Buena Vista Winery has a rich, delicious heritage as the first premium, and certainly the most colorful, of all of the wineries in California. Founded in 1857 by Agoston Haraszthy, the self-proclaimed “Count”, Buena Vista Winery is California’s first premium winery. The Count’s passion for innovation and excellence not only led to California’s first premium winery, but also to the development of the California wine world as we know it today. The Count saw the grand vision for producing fine wine in Sonoma, and Buena Vista was his vinicultural laboratory. He created the first gravity flow winery in California and excavated the first wine caves. The Count had been the first to experiment with Redwood barrels for aging and fermenting, and he brought over 300 different varieties from Europe to California. Buena Vista joined the Boisset Collection in May 2011. Today, Proprietor Jean-Charles Boisset is returning Buena Vista to its original glory with the complete restoration and re-opening of the champagne cellars, which have been unavailable to the public for over 20 years. Buena Vista wines are being driven to greater heights under Winemaker Brian Maloney, including the reintroduction of Sonoma as well as Napa Valley, in honor of where it all began!

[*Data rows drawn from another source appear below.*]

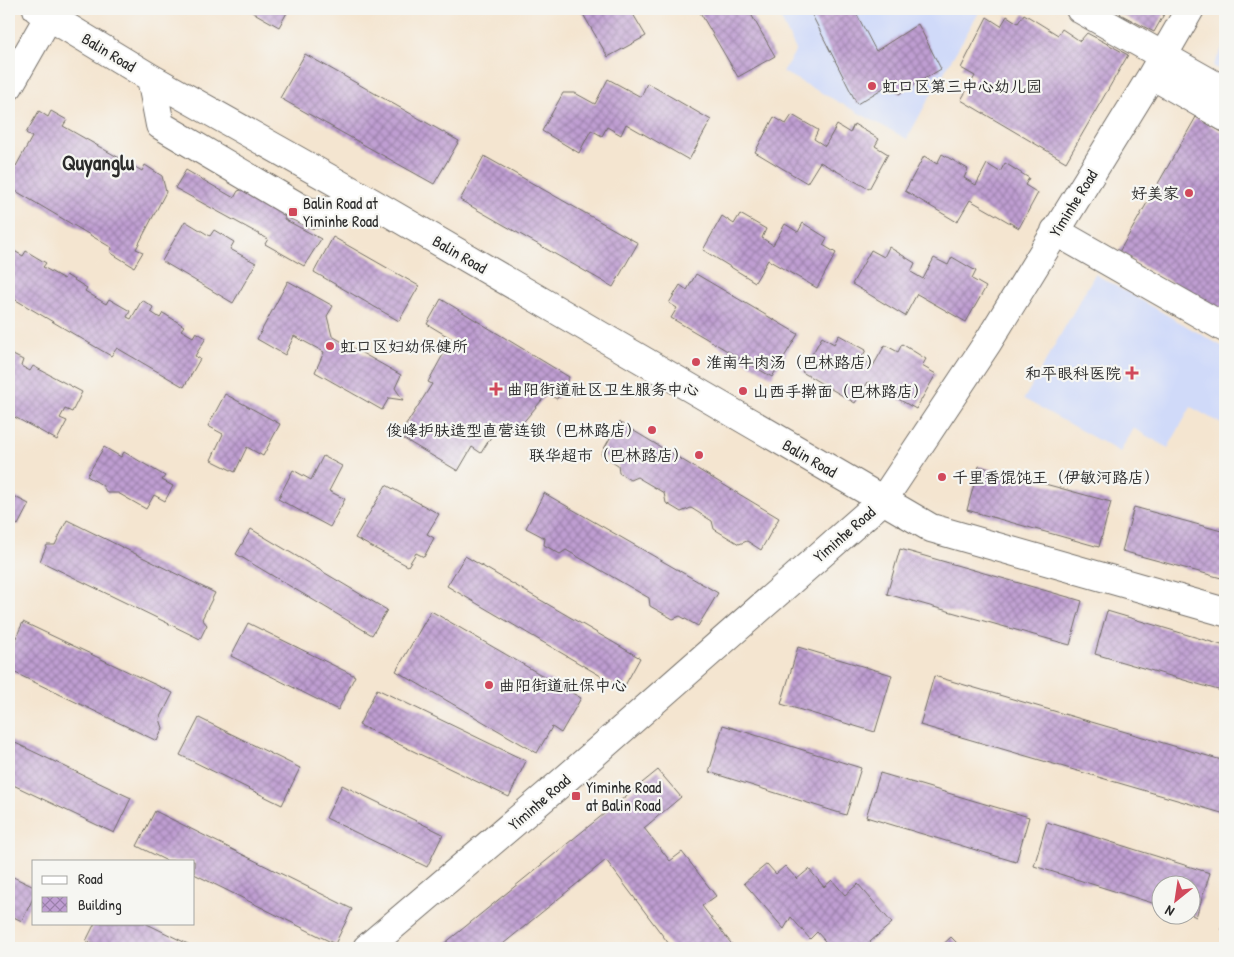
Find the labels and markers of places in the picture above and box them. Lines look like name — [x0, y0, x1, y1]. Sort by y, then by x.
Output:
place label: 虹口区第三中心幼儿园 — [882, 75, 1042, 97]
marker: 虹口区第三中心幼儿园 — [866, 80, 878, 92]
place label: 好美家 — [1131, 182, 1179, 204]
marker: 好美家 — [1183, 187, 1195, 199]
place label: Balin Road at Yiminhe Road — [303, 192, 378, 232]
marker: Balin Road at Yiminhe Road — [287, 206, 299, 218]
place label: 虹口区妇幼保健所 — [340, 335, 468, 357]
marker: 虹口区妇幼保健所 — [324, 340, 336, 352]
place label: 淮南牛肉汤（巴林路店） — [706, 351, 882, 373]
marker: 淮南牛肉汤（巴林路店） — [690, 356, 702, 368]
place label: 和平眼科医院 — [1025, 362, 1121, 384]
marker: 和平眼科医院 — [1125, 366, 1139, 380]
place label: 曲阳街道社区卫生服务中心 — [507, 378, 699, 400]
place label: 山西手擀面（巴林路店） — [753, 380, 929, 402]
marker: 曲阳街道社区卫生服务中心 — [489, 382, 503, 396]
marker: 山西手擀面（巴林路店） — [737, 385, 749, 397]
place label: 俊峰护肤造型直营连锁（巴林路店） — [386, 419, 642, 441]
marker: 俊峰护肤造型直营连锁（巴林路店） — [646, 424, 658, 436]
place label: 联华超市（巴林路店） — [529, 444, 689, 466]
marker: 联华超市（巴林路店） — [693, 449, 705, 461]
place label: 千里香馄饨王（伊敏河路店） — [952, 466, 1160, 488]
marker: 千里香馄饨王（伊敏河路店） — [936, 471, 948, 483]
place label: 曲阳街道社保中心 — [499, 674, 627, 696]
marker: 曲阳街道社保中心 — [483, 679, 495, 691]
place label: Yiminhe Road at Balin Road — [586, 776, 661, 816]
marker: Yiminhe Road at Balin Road — [570, 790, 582, 802]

Known for elegant wines that combine power and finesse, Carneros is set in the rolling hills that straddle the southernmost parts of both Sonoma and Napa counties. The cooling winds from the abutting San Pablo Bay, combined with lots of midday California sunshine, create an ideal environment for producing wines with a perfect balance of crisp acidity and well-ripened fruit.
One of the most finicky yet rewarding grapes to grow, Pinot Noir is a labor of love for many. However, the greatest red wines of Burgundy prove that it is unquestionably worth the effort. In fact, it is the only red variety permitted in Burgundy. Highly reflective of its terroir, Pinot Noir prefers calcareous soils and a cool climate, requires low yields to achieve high quality and demands a lot of attention in the vineyard and winery. It retains even more glory as an important component of Champagne as well as on its own in France’s Loire Valley and Alsace regions. This sensational grape enjoys immense international success, most notably growing in Oregon, California and New Zealand with smaller amounts in Chile, Germany (as Spätburgunder) and Italy (as Pinot Nero).
In the Glass
Pinot Noir is all about red fruit—strawberry, raspberry and cherry with some heftier styles delving into the red or purple plum and in the other direction, red or orange citrus. It is relatively pale in color with soft tannins and a lively acidity. With age (of which the best examples can handle an astounding amount) it can develop hauntingly alluring characteristics of fresh earth, savory spice, dried fruit and truffles.
Pinot’s healthy acidity cuts through the oiliness of pink-fleshed fish like salmon and tuna but its mild mannered tannins give it enough structure to pair with all sorts of poultry: chicken, quail and especially duck. As the namesake wine of Boeuf Bourguignon, Pinot noir has proven it isn’t afraid of beef. California examples work splendidly well with barbecue and Pinot Noir is also vegetarian-friendly—most notably with any dish that features mushrooms.
For administrative purposes, the region of Beaujolais is often included in Burgundy. But it is extremely different in terms of topography, soil and climate, and the important red grape here is ultimately Gamay, not Pinot noir. Truth be told, there is a tiny amount of Gamay sprinkled around the outlying parts of Burgundy (mainly in Maconnais) but it isn’t allowed with any great significance and certainly not in any Village or Cru level wines. So "red Burgundy" still necessarily refers to Pinot noir.